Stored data
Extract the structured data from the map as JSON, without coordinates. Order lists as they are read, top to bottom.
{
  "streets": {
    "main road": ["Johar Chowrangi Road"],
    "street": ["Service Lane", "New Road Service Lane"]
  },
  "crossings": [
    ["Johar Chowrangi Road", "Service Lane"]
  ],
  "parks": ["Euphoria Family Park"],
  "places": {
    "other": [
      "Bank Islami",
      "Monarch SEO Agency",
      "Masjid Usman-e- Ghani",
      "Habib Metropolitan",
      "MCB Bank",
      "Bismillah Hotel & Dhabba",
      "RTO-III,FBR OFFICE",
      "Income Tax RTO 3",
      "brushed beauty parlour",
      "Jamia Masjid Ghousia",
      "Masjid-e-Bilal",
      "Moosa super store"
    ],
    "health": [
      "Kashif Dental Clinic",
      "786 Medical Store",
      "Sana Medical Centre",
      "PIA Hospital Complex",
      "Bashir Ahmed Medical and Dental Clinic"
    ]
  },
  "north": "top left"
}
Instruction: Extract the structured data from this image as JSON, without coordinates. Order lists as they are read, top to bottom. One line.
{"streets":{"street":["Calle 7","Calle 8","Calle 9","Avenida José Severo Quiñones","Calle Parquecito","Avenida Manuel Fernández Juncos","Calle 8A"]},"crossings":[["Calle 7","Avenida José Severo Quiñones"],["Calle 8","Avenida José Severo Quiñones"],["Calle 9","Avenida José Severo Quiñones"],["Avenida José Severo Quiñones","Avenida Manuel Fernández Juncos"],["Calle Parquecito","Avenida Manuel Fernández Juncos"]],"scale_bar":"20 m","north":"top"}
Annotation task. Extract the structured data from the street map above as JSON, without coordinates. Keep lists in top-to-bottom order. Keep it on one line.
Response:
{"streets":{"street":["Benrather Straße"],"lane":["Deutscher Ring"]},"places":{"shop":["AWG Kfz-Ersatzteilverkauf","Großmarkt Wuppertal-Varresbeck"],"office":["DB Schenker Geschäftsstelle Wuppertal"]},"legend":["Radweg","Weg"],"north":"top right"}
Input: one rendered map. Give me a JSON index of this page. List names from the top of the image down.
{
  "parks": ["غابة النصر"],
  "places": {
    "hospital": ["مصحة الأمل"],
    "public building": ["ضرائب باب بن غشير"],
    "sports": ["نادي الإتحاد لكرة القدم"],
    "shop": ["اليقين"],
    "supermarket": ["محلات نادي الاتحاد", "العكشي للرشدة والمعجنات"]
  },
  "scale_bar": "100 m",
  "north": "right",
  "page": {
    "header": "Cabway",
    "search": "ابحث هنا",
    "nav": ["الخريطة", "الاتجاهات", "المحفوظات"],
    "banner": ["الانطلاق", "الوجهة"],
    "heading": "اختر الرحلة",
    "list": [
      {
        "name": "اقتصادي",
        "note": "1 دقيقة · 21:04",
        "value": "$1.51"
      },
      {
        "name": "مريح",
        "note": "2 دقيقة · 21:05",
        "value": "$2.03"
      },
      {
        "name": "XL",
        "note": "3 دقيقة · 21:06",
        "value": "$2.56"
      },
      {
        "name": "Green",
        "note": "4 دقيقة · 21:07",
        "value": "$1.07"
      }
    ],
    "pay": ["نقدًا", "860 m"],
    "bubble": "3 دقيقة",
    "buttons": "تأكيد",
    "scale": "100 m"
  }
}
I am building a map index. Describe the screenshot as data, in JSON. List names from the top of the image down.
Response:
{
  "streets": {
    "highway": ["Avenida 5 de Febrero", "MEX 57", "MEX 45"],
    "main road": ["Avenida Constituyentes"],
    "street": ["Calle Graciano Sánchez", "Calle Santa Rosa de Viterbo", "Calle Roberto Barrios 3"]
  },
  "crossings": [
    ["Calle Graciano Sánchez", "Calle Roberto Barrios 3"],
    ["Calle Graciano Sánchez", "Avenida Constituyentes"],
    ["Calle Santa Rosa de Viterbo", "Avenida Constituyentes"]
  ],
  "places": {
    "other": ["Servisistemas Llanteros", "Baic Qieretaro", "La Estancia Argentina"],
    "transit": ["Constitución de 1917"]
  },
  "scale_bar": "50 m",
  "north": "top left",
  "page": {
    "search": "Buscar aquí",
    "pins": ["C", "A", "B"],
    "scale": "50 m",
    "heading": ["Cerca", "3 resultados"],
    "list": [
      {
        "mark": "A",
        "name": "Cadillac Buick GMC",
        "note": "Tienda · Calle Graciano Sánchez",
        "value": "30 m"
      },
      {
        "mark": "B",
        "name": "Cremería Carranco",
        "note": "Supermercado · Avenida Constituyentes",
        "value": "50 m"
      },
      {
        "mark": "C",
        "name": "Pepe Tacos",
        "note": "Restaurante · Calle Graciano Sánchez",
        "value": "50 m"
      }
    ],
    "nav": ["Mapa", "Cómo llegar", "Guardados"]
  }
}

▸ **What to produce**:
Some lines above contain the word "they". Copy each of them.

▸ **Final answer**:
Extract the structured data from the map as JSON, without coordinates. Order lists as they are read, top to bottom.
Instruction: Extract the structured data from this image as JSON, without coordinates. Order lists as they are read, top to bottom. One line.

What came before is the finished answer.